Ten Strings and a Goat Skin : un vent frais de l’Île-du-Prince-Édouard souffle sur la Côte-Nord

Ten Strings and a Goat Skin : un vent frais de l’Île-du-Prince-Édouard souffle sur la Côte-Nord

La formation folk-trad Ten Strings and a goat skin suscite beaucoup d’intérêts partout où elle passe.

Crédit photo : Courtoisie

Il y a quelques années, les membres du trio «Ten Strings and a Goat Skin» étaient loin de se douter que la musique leur permettrait de voyager autant et encore moins d’avoir un véritable gagne-pain. Un constat s’impose : leur répertoire musical à saveur traditionnelle semble se démarquer par son originalité.

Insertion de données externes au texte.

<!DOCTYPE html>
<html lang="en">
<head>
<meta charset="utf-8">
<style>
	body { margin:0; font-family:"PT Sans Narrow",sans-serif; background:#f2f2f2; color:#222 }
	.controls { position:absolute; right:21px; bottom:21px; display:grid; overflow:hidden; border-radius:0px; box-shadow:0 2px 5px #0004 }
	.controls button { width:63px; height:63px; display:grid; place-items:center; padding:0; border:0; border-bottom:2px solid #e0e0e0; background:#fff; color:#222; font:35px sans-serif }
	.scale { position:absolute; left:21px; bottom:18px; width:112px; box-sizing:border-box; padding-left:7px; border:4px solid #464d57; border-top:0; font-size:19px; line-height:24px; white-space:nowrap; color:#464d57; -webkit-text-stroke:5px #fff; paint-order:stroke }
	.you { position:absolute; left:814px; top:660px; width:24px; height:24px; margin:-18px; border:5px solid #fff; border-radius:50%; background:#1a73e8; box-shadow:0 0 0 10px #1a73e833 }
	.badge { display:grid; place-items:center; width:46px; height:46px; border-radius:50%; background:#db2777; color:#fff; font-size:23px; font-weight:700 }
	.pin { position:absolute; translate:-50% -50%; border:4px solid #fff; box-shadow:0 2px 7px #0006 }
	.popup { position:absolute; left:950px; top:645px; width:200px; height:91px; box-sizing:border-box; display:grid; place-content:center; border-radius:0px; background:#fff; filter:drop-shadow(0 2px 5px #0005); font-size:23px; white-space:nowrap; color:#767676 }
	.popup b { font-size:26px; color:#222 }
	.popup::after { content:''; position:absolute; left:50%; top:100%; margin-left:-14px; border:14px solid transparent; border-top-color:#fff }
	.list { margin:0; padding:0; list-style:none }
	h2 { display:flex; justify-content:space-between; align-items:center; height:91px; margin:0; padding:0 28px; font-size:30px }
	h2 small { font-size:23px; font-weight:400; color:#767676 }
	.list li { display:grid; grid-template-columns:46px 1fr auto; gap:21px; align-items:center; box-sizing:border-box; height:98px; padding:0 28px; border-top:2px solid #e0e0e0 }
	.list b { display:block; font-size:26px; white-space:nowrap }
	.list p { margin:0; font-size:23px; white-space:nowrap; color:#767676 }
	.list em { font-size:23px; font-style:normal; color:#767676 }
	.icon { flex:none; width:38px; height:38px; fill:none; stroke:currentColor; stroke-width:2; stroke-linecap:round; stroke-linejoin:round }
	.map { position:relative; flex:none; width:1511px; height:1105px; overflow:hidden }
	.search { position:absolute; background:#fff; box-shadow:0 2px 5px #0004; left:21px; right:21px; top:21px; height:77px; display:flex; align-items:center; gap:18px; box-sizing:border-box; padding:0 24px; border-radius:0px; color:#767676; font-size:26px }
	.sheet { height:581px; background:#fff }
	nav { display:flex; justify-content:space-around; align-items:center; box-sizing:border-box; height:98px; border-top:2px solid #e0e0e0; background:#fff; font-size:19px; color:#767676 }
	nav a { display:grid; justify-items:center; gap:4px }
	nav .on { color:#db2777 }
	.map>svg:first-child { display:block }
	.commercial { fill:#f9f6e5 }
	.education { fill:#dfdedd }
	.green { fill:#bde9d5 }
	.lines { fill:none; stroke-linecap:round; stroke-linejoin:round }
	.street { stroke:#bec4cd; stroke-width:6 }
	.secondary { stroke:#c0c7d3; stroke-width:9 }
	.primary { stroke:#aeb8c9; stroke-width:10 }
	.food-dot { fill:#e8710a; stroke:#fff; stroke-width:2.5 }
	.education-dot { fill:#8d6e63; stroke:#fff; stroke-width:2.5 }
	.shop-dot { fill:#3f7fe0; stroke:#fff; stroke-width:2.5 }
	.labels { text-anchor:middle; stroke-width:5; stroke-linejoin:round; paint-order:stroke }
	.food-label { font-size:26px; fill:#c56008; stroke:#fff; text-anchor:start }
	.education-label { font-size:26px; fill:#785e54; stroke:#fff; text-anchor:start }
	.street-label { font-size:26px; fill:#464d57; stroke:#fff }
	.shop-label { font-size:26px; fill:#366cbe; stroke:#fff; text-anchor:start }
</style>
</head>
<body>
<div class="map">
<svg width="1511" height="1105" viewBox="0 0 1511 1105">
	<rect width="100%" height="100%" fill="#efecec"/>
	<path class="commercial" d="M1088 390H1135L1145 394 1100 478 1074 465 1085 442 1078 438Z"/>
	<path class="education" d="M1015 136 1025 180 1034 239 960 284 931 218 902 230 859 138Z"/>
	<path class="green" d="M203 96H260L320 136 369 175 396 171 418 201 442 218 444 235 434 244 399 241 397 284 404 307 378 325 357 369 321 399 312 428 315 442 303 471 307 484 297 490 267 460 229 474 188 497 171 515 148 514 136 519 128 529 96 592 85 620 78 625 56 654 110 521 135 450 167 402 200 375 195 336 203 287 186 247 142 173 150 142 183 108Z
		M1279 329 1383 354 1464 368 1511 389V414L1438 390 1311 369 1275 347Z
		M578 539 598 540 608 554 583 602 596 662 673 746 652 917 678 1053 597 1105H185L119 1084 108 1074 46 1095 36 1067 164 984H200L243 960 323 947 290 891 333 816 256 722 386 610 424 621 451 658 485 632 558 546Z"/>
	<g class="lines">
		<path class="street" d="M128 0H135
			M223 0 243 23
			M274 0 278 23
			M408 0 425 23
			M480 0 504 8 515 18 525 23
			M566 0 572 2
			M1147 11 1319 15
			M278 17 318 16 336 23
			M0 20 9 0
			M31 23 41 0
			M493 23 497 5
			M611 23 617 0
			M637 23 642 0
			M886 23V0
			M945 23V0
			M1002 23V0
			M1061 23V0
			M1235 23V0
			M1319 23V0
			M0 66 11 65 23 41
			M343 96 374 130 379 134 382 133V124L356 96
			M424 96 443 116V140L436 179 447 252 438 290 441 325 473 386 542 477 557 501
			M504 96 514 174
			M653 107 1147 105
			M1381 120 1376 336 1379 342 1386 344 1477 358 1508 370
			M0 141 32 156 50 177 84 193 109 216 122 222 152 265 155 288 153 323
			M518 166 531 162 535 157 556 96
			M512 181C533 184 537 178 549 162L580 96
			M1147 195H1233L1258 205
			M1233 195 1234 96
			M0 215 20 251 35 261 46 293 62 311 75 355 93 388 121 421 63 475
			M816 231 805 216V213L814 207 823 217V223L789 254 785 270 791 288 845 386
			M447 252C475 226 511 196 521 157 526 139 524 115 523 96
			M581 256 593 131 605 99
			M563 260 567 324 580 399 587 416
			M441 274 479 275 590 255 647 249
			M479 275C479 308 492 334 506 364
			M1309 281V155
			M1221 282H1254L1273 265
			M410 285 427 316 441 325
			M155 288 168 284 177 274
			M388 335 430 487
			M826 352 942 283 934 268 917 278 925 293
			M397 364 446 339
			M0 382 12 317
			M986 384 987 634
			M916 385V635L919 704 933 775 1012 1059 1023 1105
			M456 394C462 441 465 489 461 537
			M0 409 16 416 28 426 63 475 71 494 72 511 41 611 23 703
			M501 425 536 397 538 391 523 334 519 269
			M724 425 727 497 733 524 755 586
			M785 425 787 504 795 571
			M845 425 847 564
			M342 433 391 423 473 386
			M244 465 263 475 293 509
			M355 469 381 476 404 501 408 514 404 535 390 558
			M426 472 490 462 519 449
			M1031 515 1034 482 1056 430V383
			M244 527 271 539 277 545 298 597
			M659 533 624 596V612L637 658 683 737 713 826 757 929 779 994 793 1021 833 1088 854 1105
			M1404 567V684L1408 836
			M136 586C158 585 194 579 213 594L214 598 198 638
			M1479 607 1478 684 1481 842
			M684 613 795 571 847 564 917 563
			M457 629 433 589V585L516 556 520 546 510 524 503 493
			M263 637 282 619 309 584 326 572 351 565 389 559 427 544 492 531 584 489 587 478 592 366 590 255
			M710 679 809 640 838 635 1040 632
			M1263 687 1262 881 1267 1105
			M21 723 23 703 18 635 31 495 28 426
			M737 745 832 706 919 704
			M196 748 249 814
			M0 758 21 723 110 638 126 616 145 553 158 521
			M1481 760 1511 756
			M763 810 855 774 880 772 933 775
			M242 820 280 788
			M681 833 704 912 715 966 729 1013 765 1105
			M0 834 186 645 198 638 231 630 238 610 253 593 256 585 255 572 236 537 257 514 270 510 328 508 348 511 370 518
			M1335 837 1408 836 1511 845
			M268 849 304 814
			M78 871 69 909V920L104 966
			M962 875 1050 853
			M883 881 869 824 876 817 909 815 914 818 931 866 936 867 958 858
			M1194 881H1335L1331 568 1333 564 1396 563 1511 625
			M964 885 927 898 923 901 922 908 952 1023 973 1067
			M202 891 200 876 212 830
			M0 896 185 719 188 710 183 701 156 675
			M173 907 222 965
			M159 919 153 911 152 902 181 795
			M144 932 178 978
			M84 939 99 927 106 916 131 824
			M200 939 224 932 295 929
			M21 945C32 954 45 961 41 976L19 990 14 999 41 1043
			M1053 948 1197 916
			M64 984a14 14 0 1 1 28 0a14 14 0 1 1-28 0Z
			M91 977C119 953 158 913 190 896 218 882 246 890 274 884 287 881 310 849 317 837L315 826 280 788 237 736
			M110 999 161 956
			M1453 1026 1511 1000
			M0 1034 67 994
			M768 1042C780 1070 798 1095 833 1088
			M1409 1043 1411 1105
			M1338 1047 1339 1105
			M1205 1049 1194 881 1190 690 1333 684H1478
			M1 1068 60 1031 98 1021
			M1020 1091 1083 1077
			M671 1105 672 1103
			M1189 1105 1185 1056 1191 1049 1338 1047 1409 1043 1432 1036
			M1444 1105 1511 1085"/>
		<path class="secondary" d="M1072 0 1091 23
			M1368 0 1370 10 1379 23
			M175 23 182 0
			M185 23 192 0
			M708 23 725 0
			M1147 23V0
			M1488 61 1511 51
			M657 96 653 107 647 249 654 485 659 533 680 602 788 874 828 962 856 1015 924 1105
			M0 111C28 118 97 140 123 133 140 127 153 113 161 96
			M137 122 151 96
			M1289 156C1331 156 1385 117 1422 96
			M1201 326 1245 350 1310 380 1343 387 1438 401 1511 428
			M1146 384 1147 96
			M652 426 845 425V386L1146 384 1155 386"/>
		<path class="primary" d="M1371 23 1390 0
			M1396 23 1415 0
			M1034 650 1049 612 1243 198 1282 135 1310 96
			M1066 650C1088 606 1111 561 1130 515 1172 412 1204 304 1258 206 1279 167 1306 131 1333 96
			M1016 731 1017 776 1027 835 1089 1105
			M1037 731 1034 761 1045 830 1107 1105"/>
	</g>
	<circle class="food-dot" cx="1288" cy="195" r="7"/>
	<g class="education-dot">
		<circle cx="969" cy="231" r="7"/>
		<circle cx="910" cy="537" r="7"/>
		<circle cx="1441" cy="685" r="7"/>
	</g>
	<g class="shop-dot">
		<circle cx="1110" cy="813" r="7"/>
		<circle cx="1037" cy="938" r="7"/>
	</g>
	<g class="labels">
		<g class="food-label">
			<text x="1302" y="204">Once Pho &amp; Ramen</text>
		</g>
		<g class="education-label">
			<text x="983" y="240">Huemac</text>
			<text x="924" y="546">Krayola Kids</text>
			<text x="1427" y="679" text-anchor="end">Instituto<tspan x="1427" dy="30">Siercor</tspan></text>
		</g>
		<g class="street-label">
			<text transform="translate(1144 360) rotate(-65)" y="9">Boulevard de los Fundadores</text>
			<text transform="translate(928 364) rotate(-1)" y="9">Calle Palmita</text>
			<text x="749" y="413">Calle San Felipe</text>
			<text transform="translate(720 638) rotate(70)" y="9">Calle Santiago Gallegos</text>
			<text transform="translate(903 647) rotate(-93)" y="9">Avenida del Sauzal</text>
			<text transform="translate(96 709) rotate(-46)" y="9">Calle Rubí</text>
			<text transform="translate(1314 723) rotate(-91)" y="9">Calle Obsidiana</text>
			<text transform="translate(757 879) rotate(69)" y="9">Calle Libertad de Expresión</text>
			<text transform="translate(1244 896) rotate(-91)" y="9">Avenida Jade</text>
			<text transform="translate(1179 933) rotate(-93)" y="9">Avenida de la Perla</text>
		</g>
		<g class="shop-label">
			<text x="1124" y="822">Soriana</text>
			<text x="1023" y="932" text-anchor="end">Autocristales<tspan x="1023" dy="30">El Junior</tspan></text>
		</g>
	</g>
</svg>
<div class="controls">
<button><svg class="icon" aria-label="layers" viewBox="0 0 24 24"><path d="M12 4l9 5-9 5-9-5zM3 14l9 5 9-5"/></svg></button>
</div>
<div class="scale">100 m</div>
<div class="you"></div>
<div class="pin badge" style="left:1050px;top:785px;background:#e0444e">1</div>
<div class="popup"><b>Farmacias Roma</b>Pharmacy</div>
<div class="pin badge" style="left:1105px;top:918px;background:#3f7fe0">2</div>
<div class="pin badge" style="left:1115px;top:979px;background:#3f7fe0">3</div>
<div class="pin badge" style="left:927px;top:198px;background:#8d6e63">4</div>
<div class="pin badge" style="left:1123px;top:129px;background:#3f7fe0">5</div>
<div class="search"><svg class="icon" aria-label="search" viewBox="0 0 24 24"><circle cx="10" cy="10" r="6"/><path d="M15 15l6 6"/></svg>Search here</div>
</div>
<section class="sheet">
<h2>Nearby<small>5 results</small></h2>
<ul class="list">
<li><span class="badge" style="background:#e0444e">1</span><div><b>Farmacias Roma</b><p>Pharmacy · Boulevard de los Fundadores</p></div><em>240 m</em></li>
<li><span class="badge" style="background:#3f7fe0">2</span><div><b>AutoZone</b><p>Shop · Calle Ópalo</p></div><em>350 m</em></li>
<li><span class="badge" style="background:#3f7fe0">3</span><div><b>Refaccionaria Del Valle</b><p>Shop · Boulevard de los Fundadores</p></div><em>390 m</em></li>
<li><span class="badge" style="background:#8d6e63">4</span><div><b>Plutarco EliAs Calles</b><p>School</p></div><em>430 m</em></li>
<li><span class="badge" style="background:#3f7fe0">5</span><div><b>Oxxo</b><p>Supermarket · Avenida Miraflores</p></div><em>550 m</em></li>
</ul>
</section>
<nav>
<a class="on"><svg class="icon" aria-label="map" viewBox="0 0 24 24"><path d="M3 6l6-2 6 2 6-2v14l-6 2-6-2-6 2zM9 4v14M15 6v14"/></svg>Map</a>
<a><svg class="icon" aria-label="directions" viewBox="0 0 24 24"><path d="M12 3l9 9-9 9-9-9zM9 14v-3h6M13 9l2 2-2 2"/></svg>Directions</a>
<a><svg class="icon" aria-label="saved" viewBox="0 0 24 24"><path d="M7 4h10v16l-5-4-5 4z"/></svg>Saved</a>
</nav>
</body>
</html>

Au départ, la formation traditionnelle ne s’attendait pas à pouvoir vivre de la musique. «Ça n’arrête jamais. Je crois qu’on a réussi à réinventer la musique traditionnelle. On a remis ce style au goût du jour. Les jeunes sont de plus en plus nombreux à s’y intéresser et ça nous fait chaud au cœur», avance l’un de ces membres, Caleb Gallant.

Le nom du groupe a été suggéré par une amie, alors qu’il s’apprêtait à se produire dans une salle communautaire à ses débuts. «Comme l’on joue avec 10 cordes et une peau de chèvre, nous n’avons jamais réussi à trouver un autre nom qui convienne mieux. Ça retient vraiment l’attention, constate-t-il. Ça reste  inscrit dans la tête des gens.»

Une couleur singulière

Lancé en juin 2016, leur plus récent album «Autour du poêle» met de l’avant les racines écossaises et acadiennes, ainsi que les fibres franco-canadiennes, bretonnes et irlandaises de ce jeune trio. «On y a développé notre son. On voulait rejoindre un plus large public. Je considère qu’on a réussi, enchaîne-t-il. Les gens nous disent qu’on apporte une nouvelle énergie à la musique traditionnelle.»

Comme il l’a toujours fait, le groupe n’a visiblement pas peur de repousser les frontières des genres en explorant de nouveaux territoires musicaux. C’est ce qui l’a amené à ajouter de l’orgue B3, des effets ingénieux et des harmonies vocales osées à son répertoire, pour en arriver à créer un son riche teinté d’une ambiance funky. La formule efficace lui a permis d’obtenir jusqu’à maintenant plusieurs nominations, dont un prix Juno.

Un amour véritable pour la langue française

Leur répertoire est composé à la fois de sonorités actuelles et excentriques. Il représente un amalgame de compositions originales et traditionnelles. Ceci semble constituer l’une de ces plus grandes forces. Même si l’anglais est la langue première des membres du trio, ils ont trouvé important de proposer certaines chansons en français. «Notre vie à l’école était dans cette langue. C’est ce qui nous a permis de nous rencontrer», souligne-t-il.

Un fait assez surprenant, puisque les parents des deux frères Gallant, qui composent ce trio, ne parlent pas français. «Ils ont des racines acadiennes. Leurs ancêtres parlaient le français. Ils ont eu envie de faire revivre la tradition en mettant en place une école francophone, explique-t-il. Ils souhaitaient vraiment que leurs enfants puissent apprendre cette langue.»

Un léger obstacle

En dépit du fait que le groupe évolue dans le milieu traditionnel, il devient plus difficile pour lui de faire en sorte que ses chansons puissent jouer dans des stations commerciales. «On ne fait pas de la musique pour cette raison. On se concentre surtout sur les spectacles. Les offres ne manquent pas. On n’arrive pas à nécessairement reproduire la même énergie sur disque. C’est vraiment sur scène que nous sommes à notre meilleur. À cet endroit, nous sommes habiles, confiants et confortables», lance-t-il.

Caleb Gallant espère que les gens seront nombreux à venir à leur rencontre, lors de cette escale sur la Côte-Nord. «Je les invite à prendre une chance. La musique traditionnelle se renouvelle. La qualité augmente. C’est une très belle communauté de musiciens talentueux, soulève-t-il. Je suis convaincu qu’ils ne seront pas déçus et qu’ils passeront un très agréable moment en notre compagnie.»

Il est à noter qu’un seul arrêt sera effectué sur la Côte-Nord soit le 3 décembre à 20h, dans le hall d’entrée du Cégep de Sept-Îles. Le spectacle intimiste est présenté sous la bannière des Oreilles dégourdies, une étiquette apposée aux groupes émergents. Les billets sont en vente auprès de l’équipe de la billetterie de la Salle Jean-Marc Dion. Un rabais est consenti pour les moins de 30 ans.